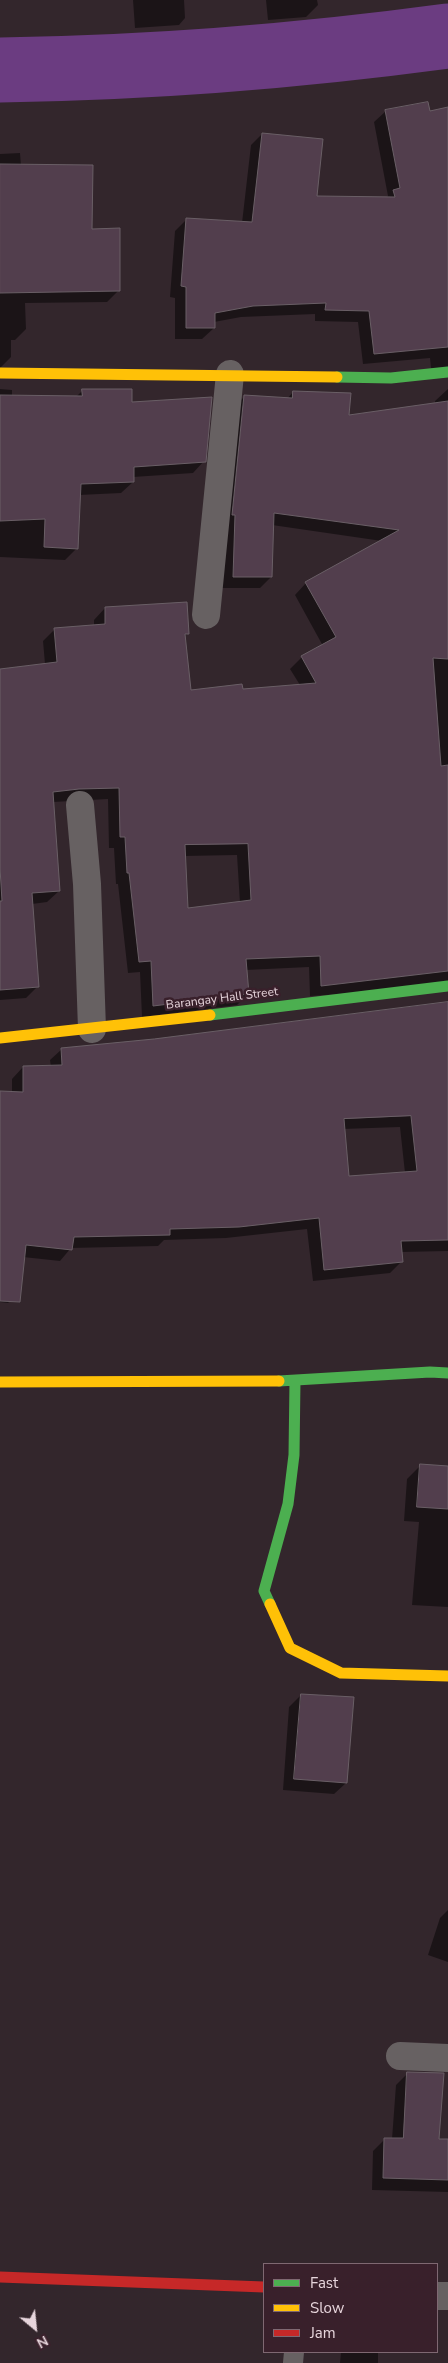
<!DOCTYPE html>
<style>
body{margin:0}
#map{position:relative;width:448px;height:2363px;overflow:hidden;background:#33262c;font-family:"Nunito Sans",sans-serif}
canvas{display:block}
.legend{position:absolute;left:263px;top:2263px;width:175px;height:90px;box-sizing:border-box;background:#39202b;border:1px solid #7f6872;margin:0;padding:6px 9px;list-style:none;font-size:15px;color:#e7d5dc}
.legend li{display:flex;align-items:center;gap:10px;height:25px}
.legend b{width:25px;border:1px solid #7f6872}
.north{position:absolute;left:10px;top:2303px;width:50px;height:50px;-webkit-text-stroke:4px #39202b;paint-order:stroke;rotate:152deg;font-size:14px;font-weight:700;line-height:20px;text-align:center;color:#e7d5dc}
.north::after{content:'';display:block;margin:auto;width:18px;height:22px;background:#e7d5dc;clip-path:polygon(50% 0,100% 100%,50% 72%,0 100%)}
</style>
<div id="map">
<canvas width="448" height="2363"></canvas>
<ul class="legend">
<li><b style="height:6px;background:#4caf50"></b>Fast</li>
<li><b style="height:6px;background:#ffc107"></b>Slow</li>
<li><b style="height:6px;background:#c62828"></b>Jam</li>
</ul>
<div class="north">N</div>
</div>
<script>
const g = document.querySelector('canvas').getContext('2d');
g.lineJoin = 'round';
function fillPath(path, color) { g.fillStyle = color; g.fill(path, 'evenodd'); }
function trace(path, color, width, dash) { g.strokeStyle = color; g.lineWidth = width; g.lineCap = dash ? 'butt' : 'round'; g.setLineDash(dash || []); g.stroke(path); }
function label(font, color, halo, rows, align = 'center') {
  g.font = font + ' "Nunito Sans",sans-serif'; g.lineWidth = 5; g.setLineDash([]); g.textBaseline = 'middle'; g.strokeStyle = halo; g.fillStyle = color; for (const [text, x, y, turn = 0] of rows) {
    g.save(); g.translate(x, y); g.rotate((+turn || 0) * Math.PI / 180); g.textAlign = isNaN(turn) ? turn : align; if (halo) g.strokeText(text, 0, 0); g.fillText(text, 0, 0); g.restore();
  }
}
fillPath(new Path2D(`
 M133,0h51l1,18 -6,7 -44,3z
 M266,0h51l1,5 -12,12 -38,3z
 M448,109v264l-17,-5 -1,-10 -67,6 -5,-42 -43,-1v-7l-74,3 -27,5v6l-12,11h-27v-41l-5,-1 5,-66 11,-11 56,3 9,-78 11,-11 54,63 70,2 2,-3 -14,-74 12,-11 43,2z
 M20,153l1,13 70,64 28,60 -12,12 -82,1 1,26 -11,11h-4v17l-11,11v-214z
 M0,389l12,1v6l64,1 7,-7 48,13 73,58 -11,12 -60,4v5l-12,11 -42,2 -2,53 -12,12 -65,-3z
 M448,389v598l-138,9 -1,-29 -63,3 2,24 -11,11 -95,12 -2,-45 -12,1 -10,-89h-2l-2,-36h-5l-1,-49 -55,3 6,89 -12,11 -15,2 5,83 -11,11 -26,2v-330l45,-6 -2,-23 11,-11 40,-4v-6l11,-12 83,25 -4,4 6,55 52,-1 58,-6 -10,-16 12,-12 21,-11 -28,-51 11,-12 76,-42 -110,-16 -1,52 -11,11h-38l11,-180 11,-11 43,2 6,-7 55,24 87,-12v-3zM237,855l3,48 -53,7 -3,-54z
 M448,1003v248l-47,1v10l-11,11 -77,8 -6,-52 -81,9 -62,2 -6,6 -87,2 -11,13 -37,-4 -4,35 -11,11 -8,-1v-210l12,1v-14l11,-12h28l-1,-7 12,-11 92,-9zM400,1127l5,46 -57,5 -5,-49z
 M421,1465l27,2v140l-36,-2 7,-83 -15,-1 3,-42z
 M301,1695l45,88 -12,11 -51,-4 6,-83z
 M448,1910v52l-20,-7 12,-37z
 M408,2073l30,67h10v52l-76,-2 1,-39 12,-12h7l4,-54z
 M341,2352h37v11h-38z`), '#0007');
trace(new Path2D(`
 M0,70c150,-2 300,-14 448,-34`), '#6b3c81', 65);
const building = new Path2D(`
 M428,102l2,9 18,-4v240l-74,7 -5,-43 -44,-1 1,-7 -73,3 -38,7v15h-29v-41l-5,-1 5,-68 66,4 10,-89 61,6 -6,57 78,1 -2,-7 7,-2 -15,-78z
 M0,164l93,1 -1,64 28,-1v63l-120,2z
 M82,389h50v13l80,-5 -6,65 -72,5v15l-53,2 -3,65 -34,-2 1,-28 -45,2v-126l82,1z
 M293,391l58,2 -2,22 99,-14v258l-15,-1 8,108 7,-1v206l-127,15 -1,-30 -74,3 3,35 -96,12 -2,-45 -12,1 -10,-89h-2l-2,-36h-5l-1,-49 -40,1 -26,3 7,99 -28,2 7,94 -39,3v-89h2l-2,-33v-199l57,-7 -3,-34 51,-4v-17l82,-5 2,32h-4l6,56 51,-6 1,5 73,-6 -15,-27 35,-19 -31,-55 94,-52 -125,-17 -2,64h-39l2,-62h-3l12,-120 48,3zM248,844l3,56 -63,8 -3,-63z
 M448,1002v238l-47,1 2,21 -79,8 -5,-52 -80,9 -69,2v6l-96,2 -2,13 -46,-5 -6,57 -20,-1v-210l23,1v-26l39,-1 -1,-17 93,-9zM411,1116l6,55 -68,5 -5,-57z
 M420,1464l28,2v43l-31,-2z
 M301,1694l53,3 -7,86 -53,-4z
 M407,2072l37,1 -5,66h9v41l-65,-2 1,-40h19z`);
fillPath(building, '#523e4d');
trace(building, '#6a5f66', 1);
trace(new Path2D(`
 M293,2363l1,-11`), '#676162', 20);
trace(new Path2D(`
 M206,615l24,-241
 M80,805l7,79 5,145
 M400,2056l48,2
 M437,2296h11`), '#676162', 28);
trace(new Path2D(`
 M337,377l54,1 57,-6
 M210,1015l238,-29
 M279,1381l151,-9 18,1
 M270,1604l-6,-13 24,-87 6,-49 1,-74`), '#4caf50', 11);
trace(new Path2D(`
 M0,373l337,4
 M0,1038l210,-23
 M0,1382l279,-1
 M270,1604l20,44 51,25 107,3`), '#ffc107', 11);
trace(new Path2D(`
 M0,2277l264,10`), '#c62828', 11);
label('12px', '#e7d5dc', '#39202b', [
 ["Barangay Hall Street",222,999,-7]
]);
</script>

----

# EXERCISE DETAILS:
Copy out each line of the material above that holds the word "rows".

# WRITTEN ANSWER:
function label(font, color, halo, rows, align = 'center') {
  g.font = font + ' "Nunito Sans",sans-serif'; g.lineWidth = 5; g.setLineDash([]); g.textBaseline = 'middle'; g.strokeStyle = halo; g.fillStyle = color; for (const [text, x, y, turn = 0] of rows) {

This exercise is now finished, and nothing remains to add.